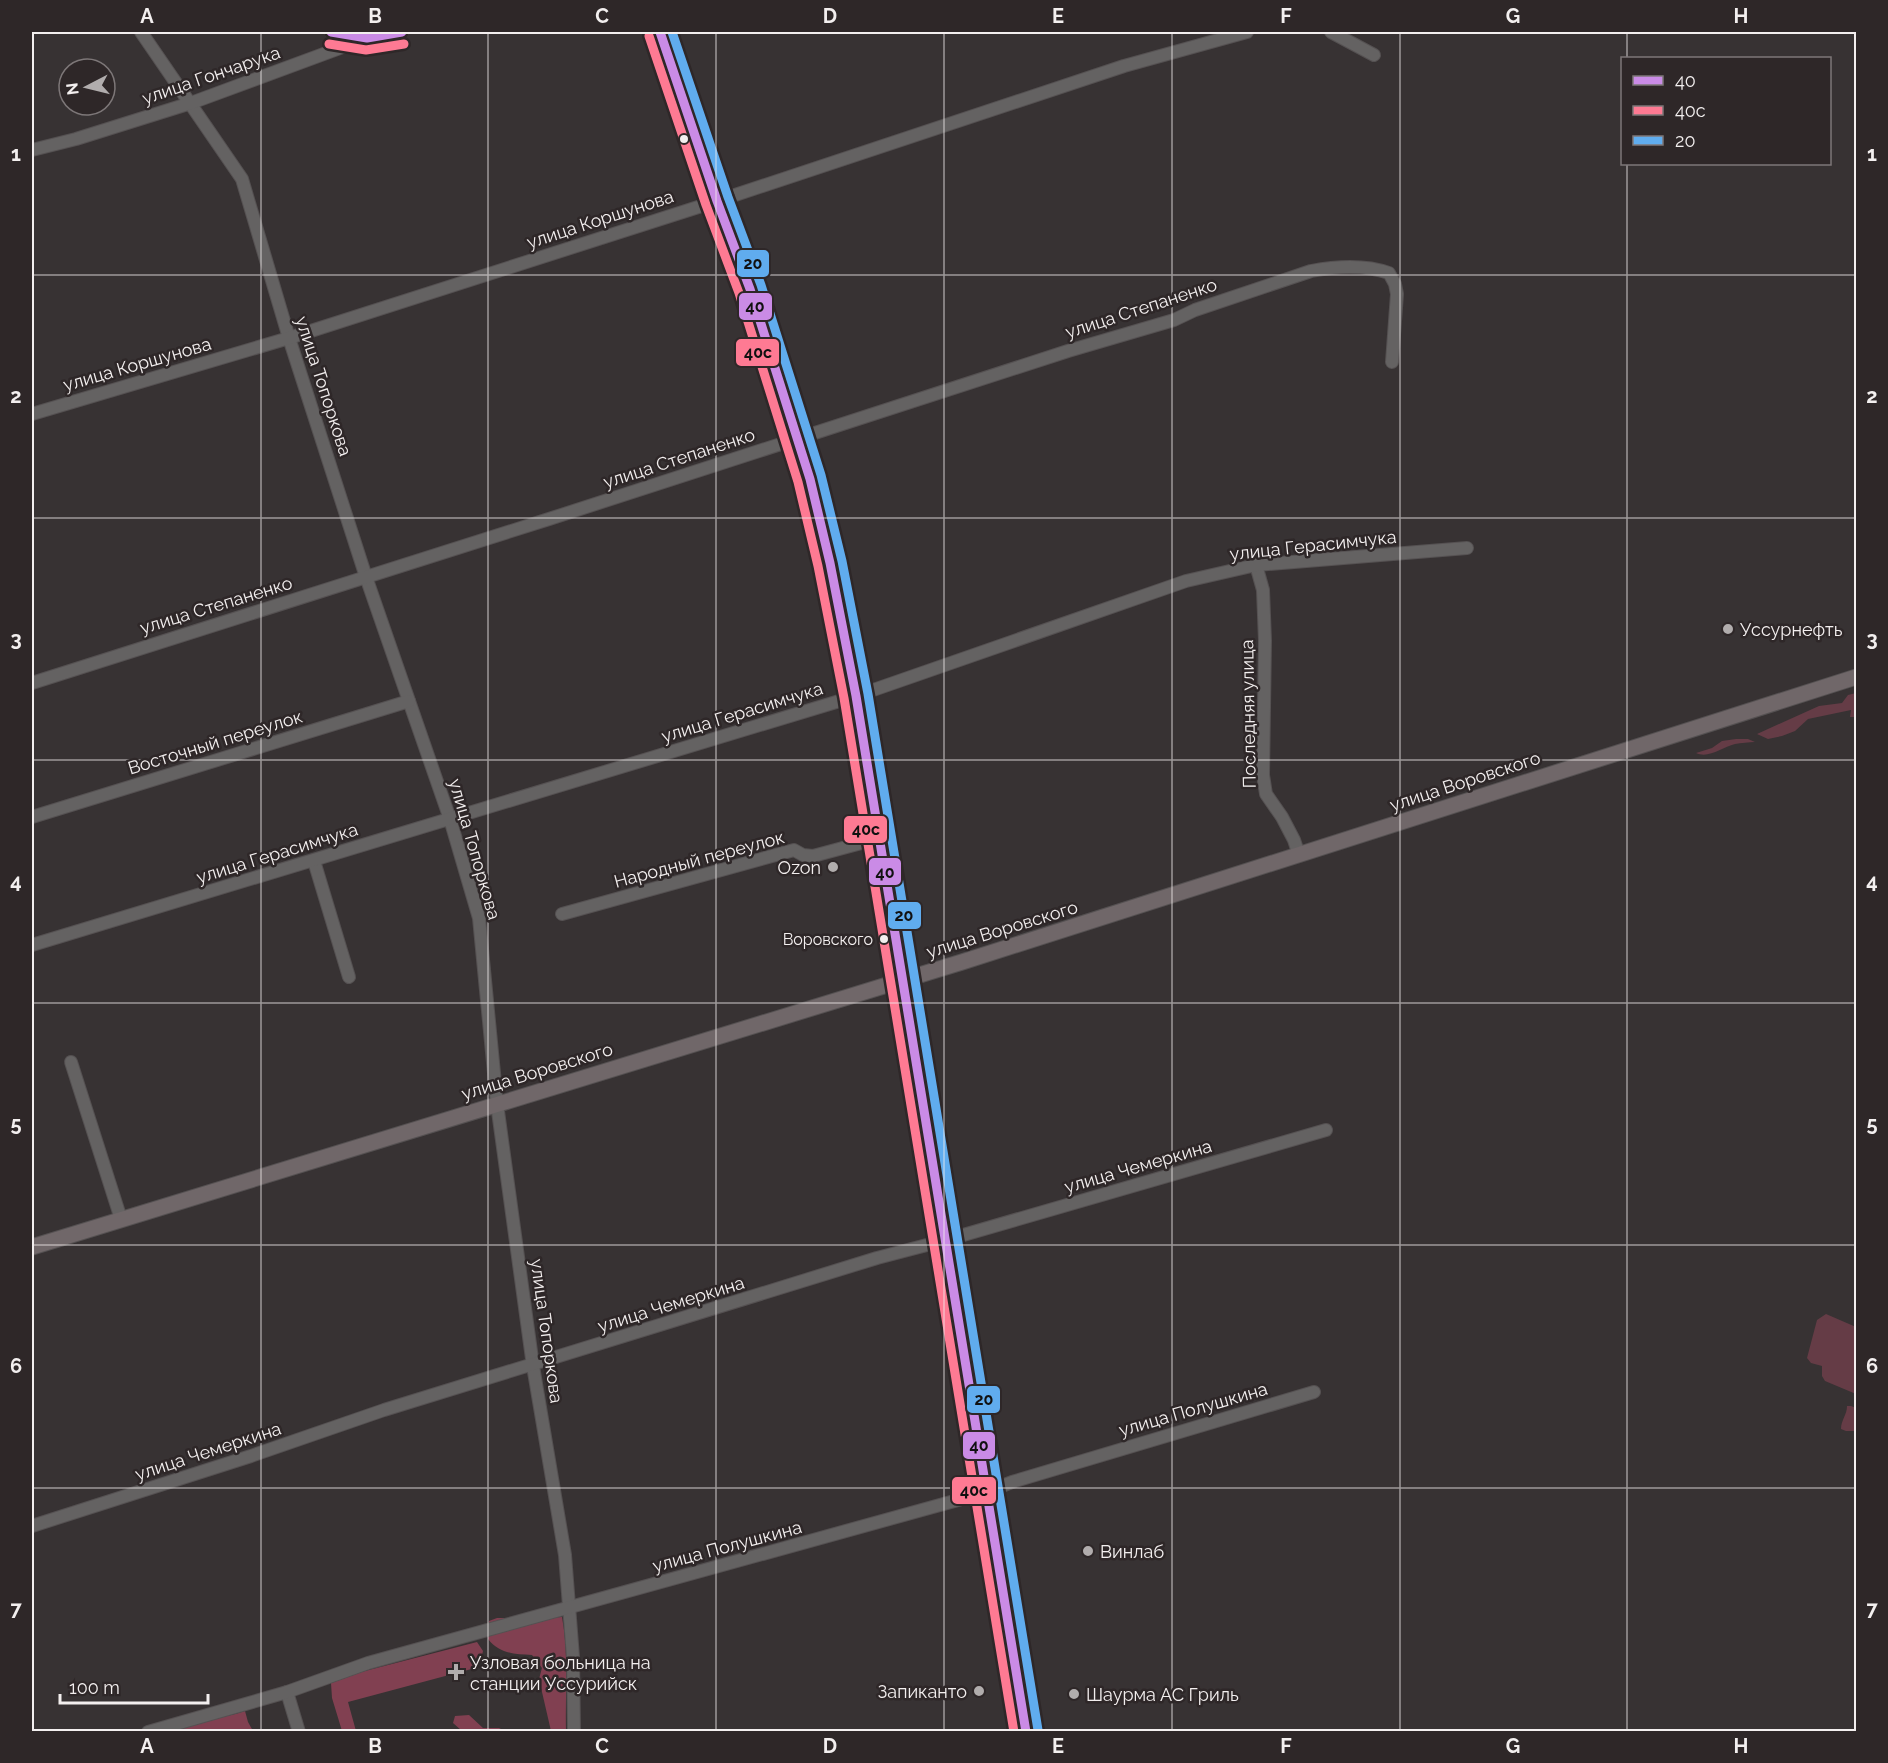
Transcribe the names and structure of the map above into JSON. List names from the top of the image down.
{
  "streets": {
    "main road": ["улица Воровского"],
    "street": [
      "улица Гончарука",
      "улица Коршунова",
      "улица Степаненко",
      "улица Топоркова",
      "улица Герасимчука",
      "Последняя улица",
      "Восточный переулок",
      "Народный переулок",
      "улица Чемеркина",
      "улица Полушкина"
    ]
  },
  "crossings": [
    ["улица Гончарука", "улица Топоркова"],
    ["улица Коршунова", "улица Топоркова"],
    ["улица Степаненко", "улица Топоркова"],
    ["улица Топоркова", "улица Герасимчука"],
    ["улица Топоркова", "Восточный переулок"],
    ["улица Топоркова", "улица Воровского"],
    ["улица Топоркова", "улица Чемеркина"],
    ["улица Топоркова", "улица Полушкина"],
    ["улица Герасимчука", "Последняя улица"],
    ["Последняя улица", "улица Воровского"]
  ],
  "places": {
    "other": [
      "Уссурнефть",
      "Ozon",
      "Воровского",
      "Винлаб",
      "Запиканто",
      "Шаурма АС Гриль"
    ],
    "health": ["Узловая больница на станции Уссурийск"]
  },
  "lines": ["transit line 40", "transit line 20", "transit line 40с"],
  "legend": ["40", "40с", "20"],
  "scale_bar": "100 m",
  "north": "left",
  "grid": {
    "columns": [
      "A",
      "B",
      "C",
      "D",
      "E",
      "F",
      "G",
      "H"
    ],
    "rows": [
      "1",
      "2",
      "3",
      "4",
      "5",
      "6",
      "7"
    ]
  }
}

◇ ◇ ◇

WHAT THE TASK ASKS → Everything above except the pictures must be restated exactly.

FINISHED EXERCISE →
Transcribe the names and structure of the map above into JSON. List names from the top of the image down.
{
  "streets": {
    "main road": ["улица Воровского"],
    "street": [
      "улица Гончарука",
      "улица Коршунова",
      "улица Степаненко",
      "улица Топоркова",
      "улица Герасимчука",
      "Последняя улица",
      "Восточный переулок",
      "Народный переулок",
      "улица Чемеркина",
      "улица Полушкина"
    ]
  },
  "crossings": [
    ["улица Гончарука", "улица Топоркова"],
    ["улица Коршунова", "улица Топоркова"],
    ["улица Степаненко", "улица Топоркова"],
    ["улица Топоркова", "улица Герасимчука"],
    ["улица Топоркова", "Восточный переулок"],
    ["улица Топоркова", "улица Воровского"],
    ["улица Топоркова", "улица Чемеркина"],
    ["улица Топоркова", "улица Полушкина"],
    ["улица Герасимчука", "Последняя улица"],
    ["Последняя улица", "улица Воровского"]
  ],
  "places": {
    "other": [
      "Уссурнефть",
      "Ozon",
      "Воровского",
      "Винлаб",
      "Запиканто",
      "Шаурма АС Гриль"
    ],
    "health": ["Узловая больница на станции Уссурийск"]
  },
  "lines": ["transit line 40", "transit line 20", "transit line 40с"],
  "legend": ["40", "40с", "20"],
  "scale_bar": "100 m",
  "north": "left",
  "grid": {
    "columns": [
      "A",
      "B",
      "C",
      "D",
      "E",
      "F",
      "G",
      "H"
    ],
    "rows": [
      "1",
      "2",
      "3",
      "4",
      "5",
      "6",
      "7"
    ]
  }
}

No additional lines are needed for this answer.